[Supplied records]

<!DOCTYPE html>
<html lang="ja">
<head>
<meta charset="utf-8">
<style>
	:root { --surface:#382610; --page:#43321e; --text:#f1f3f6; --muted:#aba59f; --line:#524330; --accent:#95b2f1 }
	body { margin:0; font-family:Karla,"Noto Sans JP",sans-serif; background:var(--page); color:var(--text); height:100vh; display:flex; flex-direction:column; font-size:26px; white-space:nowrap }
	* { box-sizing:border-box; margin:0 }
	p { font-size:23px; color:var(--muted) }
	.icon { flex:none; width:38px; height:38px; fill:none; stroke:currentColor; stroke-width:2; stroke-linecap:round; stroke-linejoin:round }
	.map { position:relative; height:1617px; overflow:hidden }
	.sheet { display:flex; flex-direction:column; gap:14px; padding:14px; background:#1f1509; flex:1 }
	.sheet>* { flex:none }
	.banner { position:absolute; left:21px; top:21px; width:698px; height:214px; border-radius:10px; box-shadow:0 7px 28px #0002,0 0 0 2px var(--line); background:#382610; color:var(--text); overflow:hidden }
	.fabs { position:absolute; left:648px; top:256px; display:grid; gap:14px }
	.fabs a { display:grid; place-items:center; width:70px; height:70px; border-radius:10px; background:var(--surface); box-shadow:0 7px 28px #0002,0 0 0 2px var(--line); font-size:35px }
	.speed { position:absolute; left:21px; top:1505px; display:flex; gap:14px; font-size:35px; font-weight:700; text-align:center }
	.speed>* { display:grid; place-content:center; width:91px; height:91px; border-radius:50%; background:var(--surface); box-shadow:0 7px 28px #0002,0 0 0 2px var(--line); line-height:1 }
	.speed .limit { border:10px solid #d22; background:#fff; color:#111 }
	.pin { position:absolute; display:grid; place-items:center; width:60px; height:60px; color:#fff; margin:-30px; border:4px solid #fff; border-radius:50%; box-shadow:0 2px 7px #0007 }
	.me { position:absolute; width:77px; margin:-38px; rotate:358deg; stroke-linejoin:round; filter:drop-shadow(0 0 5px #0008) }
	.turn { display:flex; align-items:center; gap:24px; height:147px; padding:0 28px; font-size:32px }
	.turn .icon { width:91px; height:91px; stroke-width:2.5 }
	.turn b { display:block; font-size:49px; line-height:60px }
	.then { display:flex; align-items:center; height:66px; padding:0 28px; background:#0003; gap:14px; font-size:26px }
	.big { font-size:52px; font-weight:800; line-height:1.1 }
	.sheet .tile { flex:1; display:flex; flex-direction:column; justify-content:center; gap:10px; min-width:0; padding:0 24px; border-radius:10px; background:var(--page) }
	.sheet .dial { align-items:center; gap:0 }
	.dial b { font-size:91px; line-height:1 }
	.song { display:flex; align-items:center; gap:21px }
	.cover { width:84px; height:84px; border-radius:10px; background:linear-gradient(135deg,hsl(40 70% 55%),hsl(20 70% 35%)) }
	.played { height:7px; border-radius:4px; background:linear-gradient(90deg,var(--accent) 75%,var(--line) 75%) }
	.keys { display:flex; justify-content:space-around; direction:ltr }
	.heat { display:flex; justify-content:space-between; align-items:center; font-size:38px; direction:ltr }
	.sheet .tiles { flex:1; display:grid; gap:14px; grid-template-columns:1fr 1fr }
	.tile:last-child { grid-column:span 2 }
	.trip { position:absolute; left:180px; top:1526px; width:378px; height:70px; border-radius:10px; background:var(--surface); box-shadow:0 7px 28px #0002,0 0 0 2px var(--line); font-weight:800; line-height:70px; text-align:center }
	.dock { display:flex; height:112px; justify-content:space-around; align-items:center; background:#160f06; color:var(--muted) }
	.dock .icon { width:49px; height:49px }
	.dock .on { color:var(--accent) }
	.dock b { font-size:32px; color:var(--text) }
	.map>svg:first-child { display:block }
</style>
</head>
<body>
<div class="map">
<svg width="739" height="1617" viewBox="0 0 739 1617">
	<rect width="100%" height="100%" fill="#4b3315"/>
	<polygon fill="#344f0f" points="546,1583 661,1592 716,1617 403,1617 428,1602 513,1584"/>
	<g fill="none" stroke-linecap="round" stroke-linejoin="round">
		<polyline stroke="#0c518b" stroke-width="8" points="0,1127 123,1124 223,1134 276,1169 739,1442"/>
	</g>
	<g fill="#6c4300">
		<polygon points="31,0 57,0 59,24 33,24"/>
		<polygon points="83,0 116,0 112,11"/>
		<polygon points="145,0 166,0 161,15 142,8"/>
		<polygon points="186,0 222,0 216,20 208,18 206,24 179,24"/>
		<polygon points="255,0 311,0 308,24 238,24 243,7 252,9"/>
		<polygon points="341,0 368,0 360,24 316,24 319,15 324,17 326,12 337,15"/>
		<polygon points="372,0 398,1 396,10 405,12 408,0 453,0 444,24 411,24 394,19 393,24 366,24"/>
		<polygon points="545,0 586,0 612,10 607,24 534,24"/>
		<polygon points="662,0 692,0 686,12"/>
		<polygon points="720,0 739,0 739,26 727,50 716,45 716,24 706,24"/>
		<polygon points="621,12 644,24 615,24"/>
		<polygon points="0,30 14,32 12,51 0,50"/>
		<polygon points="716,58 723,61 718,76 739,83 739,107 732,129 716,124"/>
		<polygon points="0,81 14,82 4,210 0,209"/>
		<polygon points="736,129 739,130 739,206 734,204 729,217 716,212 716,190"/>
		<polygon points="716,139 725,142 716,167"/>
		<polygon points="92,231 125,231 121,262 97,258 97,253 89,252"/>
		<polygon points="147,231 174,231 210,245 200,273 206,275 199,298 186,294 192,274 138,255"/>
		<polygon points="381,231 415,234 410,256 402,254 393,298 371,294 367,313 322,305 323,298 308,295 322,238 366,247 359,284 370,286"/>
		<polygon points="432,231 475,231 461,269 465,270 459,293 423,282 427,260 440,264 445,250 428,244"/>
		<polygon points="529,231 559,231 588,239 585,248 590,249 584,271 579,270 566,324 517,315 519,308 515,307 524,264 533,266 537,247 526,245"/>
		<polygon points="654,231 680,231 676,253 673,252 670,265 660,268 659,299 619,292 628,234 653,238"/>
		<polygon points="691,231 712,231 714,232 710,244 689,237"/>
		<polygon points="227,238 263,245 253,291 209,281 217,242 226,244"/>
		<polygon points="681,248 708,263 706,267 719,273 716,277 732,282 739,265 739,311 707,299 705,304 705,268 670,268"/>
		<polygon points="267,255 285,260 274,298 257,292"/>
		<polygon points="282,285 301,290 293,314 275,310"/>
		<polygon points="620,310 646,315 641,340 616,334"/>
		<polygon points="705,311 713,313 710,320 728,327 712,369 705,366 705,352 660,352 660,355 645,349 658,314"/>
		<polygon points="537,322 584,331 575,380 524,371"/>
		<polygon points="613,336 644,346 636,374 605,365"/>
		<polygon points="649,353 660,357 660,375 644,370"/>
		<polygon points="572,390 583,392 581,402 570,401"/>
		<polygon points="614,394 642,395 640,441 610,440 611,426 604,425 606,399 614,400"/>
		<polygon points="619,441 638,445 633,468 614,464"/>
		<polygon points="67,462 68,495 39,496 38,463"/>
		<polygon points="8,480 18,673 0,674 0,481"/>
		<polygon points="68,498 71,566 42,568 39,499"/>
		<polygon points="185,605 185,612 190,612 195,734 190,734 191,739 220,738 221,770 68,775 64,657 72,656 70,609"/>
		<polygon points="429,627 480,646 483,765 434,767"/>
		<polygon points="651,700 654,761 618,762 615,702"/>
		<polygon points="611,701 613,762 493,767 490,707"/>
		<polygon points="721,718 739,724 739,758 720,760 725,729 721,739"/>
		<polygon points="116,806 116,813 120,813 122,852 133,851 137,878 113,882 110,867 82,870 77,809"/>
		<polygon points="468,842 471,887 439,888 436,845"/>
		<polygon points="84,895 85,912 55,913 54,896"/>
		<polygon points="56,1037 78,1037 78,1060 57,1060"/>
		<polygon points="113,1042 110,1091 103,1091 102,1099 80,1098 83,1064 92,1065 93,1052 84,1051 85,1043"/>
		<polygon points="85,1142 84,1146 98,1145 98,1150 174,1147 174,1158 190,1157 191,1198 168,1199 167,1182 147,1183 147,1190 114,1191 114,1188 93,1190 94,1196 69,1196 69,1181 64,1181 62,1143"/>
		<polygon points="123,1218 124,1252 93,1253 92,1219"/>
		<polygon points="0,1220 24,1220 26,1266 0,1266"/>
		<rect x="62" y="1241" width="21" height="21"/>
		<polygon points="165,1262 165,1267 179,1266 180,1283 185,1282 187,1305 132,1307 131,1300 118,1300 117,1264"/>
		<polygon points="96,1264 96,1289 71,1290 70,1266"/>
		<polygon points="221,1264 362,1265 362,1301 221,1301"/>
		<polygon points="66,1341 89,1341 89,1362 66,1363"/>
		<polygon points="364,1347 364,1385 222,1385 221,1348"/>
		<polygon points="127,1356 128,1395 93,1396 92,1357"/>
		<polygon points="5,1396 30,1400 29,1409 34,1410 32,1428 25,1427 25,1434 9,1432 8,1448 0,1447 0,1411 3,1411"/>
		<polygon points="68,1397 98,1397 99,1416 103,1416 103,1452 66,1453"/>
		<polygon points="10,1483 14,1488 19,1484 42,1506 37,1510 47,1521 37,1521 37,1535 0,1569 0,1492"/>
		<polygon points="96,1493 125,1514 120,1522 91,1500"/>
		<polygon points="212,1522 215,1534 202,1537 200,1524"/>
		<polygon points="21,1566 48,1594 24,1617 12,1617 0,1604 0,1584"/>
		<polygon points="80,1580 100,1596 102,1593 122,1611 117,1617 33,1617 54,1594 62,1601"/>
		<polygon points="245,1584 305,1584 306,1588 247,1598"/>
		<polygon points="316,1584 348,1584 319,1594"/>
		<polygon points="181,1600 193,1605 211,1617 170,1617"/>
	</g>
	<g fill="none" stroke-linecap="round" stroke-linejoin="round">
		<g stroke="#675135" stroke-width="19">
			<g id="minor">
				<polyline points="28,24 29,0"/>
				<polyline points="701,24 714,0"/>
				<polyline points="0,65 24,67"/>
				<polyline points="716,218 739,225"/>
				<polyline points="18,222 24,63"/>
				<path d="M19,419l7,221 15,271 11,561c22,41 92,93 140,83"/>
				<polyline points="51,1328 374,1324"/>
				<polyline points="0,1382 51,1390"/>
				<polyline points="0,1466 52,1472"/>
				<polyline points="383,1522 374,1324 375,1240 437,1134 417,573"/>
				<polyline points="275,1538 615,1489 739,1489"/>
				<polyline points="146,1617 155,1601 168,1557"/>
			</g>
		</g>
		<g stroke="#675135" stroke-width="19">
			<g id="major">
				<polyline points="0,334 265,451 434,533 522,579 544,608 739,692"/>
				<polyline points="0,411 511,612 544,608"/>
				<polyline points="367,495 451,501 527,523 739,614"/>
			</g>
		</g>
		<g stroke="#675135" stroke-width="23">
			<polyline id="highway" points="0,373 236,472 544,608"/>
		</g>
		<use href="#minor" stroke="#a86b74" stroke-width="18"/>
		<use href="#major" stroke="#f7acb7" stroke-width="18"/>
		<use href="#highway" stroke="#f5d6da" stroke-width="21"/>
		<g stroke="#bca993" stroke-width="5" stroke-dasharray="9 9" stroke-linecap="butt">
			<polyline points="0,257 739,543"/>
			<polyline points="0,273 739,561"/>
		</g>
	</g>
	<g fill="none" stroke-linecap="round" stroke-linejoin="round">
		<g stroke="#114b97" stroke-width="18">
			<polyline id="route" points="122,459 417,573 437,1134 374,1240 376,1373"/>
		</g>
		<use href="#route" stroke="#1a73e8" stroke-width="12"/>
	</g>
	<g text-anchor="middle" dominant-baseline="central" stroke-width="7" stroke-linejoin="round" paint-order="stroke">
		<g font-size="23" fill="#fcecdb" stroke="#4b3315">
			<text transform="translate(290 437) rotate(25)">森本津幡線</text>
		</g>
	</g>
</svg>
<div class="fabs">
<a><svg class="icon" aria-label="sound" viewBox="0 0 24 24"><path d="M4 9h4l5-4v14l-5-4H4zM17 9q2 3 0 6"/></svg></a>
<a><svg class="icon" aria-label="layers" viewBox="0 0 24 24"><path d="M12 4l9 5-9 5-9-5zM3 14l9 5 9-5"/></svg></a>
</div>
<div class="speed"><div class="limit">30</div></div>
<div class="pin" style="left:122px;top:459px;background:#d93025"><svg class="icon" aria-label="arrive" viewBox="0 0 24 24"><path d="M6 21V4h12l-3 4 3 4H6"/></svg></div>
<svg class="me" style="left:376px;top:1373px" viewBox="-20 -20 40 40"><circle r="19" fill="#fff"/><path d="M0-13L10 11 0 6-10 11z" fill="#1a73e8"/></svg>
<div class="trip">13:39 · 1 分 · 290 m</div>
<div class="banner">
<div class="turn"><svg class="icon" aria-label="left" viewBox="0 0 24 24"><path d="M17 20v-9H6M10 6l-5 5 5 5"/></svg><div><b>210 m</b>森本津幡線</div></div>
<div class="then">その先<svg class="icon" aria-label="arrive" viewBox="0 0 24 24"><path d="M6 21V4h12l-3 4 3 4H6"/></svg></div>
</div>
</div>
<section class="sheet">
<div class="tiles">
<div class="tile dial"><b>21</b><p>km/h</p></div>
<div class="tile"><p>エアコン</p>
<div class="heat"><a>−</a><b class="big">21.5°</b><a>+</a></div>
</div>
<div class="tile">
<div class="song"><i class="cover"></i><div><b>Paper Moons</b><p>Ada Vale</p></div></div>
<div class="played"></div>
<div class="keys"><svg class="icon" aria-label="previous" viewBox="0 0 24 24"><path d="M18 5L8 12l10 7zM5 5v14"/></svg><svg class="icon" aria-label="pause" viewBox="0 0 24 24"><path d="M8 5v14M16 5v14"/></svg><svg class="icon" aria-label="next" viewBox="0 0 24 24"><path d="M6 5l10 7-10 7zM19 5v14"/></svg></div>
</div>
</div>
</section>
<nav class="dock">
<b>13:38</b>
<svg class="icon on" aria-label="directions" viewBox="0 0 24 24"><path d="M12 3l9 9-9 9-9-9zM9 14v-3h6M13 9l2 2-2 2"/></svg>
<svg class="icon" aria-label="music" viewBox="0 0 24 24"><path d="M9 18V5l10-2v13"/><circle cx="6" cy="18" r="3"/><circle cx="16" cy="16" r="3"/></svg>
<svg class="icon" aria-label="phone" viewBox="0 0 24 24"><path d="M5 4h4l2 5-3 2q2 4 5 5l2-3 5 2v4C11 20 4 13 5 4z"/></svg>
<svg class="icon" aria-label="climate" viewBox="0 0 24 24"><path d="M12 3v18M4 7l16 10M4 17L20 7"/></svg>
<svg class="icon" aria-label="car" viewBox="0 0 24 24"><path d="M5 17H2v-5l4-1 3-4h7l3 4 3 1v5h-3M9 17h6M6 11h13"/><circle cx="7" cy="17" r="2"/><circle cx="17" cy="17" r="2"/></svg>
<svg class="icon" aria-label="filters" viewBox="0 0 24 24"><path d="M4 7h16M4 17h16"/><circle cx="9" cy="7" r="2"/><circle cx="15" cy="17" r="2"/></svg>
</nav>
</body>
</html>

[/Supplied records]

Exercise aim — Go through the records and report each line that contains "gradient".

Output of the exercise —
	.cover { width:84px; height:84px; border-radius:10px; background:linear-gradient(135deg,hsl(40 70% 55%),hsl(20 70% 35%)) }
	.played { height:7px; border-radius:4px; background:linear-gradient(90deg,var(--accent) 75%,var(--line) 75%) }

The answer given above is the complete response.